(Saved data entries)
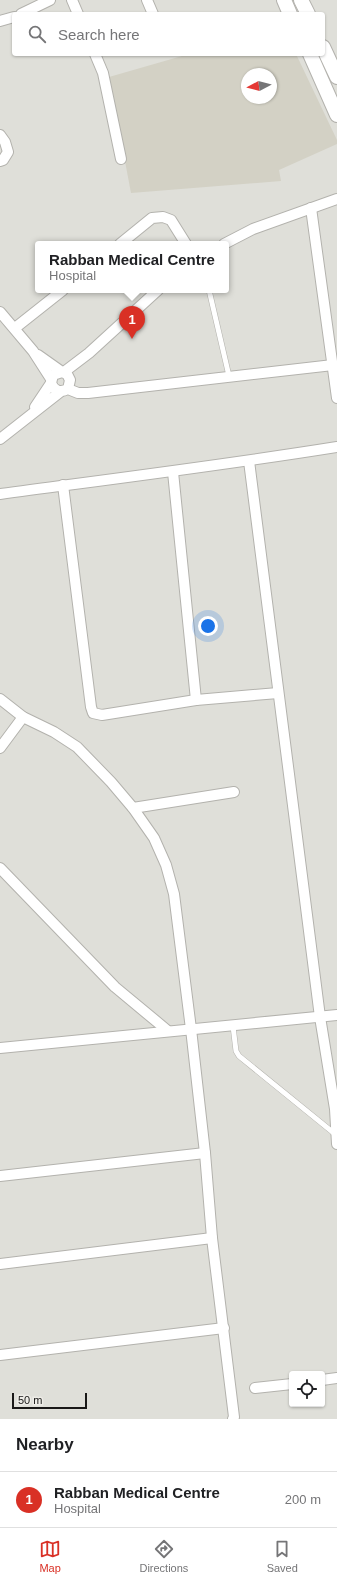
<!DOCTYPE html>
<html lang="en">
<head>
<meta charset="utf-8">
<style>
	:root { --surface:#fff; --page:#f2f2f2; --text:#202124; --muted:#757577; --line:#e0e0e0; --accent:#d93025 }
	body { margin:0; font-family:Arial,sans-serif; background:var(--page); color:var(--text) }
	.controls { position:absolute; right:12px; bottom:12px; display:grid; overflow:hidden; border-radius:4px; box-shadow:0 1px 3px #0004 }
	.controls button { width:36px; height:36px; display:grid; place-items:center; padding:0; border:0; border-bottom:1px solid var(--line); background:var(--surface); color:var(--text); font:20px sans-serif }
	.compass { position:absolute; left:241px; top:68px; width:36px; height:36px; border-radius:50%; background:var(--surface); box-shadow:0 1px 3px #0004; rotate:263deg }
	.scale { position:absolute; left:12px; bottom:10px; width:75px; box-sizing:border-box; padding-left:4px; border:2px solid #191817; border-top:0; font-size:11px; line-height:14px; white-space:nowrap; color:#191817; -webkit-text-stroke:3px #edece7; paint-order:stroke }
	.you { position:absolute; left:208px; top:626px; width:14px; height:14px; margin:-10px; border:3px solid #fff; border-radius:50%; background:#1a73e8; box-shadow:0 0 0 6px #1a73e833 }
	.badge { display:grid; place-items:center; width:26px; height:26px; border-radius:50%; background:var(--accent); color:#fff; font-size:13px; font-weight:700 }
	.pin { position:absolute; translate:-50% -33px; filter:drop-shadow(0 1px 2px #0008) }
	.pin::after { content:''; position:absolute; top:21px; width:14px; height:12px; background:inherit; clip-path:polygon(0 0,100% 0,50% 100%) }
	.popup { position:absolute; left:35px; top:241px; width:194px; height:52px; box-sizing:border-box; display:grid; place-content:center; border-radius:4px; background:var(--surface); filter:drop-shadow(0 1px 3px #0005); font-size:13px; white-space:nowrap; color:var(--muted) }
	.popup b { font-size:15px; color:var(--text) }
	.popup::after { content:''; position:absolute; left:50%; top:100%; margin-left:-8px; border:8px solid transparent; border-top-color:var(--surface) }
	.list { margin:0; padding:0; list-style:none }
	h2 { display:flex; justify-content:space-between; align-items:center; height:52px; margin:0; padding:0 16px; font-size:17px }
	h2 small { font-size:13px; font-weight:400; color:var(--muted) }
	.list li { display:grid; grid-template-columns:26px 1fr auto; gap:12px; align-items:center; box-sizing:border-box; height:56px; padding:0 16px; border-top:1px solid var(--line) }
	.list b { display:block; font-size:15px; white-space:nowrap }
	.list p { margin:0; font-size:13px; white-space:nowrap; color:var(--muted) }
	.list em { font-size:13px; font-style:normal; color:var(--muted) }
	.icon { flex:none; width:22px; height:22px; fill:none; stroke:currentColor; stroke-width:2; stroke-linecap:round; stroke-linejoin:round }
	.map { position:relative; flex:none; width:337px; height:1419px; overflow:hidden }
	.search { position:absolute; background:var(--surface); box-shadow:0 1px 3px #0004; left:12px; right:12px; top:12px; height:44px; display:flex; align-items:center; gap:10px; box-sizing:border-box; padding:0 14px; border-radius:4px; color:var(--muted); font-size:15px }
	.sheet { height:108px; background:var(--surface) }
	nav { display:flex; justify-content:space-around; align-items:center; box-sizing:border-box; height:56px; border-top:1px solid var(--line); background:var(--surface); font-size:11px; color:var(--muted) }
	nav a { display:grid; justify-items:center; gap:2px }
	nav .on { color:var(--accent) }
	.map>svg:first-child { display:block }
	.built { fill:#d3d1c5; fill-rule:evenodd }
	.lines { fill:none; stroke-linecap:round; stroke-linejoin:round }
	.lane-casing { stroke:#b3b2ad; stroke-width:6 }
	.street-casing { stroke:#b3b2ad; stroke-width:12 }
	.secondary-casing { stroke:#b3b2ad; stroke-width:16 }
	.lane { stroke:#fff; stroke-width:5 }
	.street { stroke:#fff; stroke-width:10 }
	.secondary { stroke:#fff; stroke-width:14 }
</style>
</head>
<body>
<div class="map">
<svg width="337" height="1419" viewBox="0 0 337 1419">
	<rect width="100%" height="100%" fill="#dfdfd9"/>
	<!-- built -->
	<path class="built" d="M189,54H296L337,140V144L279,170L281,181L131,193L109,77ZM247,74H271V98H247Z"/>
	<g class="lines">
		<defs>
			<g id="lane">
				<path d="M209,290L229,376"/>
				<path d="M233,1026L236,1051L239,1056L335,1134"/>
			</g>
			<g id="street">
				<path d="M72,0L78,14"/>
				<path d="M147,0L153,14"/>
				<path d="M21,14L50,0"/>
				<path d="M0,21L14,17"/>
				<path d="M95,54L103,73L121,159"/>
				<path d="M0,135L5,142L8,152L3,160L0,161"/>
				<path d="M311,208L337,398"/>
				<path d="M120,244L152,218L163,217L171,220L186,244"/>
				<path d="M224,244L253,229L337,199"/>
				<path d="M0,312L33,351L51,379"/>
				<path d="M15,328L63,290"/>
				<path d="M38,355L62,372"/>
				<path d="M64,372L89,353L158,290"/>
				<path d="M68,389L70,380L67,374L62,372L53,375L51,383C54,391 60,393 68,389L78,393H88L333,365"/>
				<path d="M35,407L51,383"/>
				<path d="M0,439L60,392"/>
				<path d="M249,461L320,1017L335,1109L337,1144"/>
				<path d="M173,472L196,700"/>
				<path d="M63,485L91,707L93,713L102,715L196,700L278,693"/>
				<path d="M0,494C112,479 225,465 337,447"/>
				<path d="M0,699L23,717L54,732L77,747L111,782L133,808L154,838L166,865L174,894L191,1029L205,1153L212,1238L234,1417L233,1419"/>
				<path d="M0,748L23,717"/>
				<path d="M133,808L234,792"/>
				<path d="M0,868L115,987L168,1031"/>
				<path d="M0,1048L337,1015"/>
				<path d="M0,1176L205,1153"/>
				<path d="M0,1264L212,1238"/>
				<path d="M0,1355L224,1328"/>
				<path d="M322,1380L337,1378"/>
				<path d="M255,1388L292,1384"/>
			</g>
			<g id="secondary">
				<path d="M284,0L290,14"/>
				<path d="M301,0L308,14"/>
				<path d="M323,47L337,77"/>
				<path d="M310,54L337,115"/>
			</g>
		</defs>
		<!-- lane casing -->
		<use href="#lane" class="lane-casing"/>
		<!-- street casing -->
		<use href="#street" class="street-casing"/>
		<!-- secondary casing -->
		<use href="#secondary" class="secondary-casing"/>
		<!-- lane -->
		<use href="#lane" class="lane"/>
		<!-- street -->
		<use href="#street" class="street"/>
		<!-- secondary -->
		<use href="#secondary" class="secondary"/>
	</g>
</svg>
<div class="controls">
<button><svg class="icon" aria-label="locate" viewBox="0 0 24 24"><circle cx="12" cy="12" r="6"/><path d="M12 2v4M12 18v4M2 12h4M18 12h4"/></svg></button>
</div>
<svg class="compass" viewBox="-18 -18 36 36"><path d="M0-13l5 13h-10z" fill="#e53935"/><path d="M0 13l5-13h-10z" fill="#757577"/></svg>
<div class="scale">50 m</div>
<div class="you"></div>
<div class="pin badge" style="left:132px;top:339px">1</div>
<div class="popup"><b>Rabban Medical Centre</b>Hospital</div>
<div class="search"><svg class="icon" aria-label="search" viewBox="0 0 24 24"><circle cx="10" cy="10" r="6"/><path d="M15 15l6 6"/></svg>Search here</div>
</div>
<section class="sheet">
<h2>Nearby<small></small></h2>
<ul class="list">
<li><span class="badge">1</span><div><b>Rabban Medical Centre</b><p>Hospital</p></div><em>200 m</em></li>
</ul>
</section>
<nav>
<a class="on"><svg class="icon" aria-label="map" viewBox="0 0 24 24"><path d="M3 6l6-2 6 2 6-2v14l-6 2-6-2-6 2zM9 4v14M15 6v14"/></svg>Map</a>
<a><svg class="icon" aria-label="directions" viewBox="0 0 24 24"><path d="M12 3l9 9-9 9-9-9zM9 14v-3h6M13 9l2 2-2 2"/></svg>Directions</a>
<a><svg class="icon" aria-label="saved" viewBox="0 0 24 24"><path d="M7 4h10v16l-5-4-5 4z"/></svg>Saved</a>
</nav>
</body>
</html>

=== Requirement ===
In the records above, which lines hold the string "controls"? Copy each one.

=== Task result ===
	.controls { position:absolute; right:12px; bottom:12px; display:grid; overflow:hidden; border-radius:4px; box-shadow:0 1px 3px #0004 }
	.controls button { width:36px; height:36px; display:grid; place-items:center; padding:0; border:0; border-bottom:1px solid var(--line); background:var(--surface); color:var(--text); font:20px sans-serif }
<div class="controls">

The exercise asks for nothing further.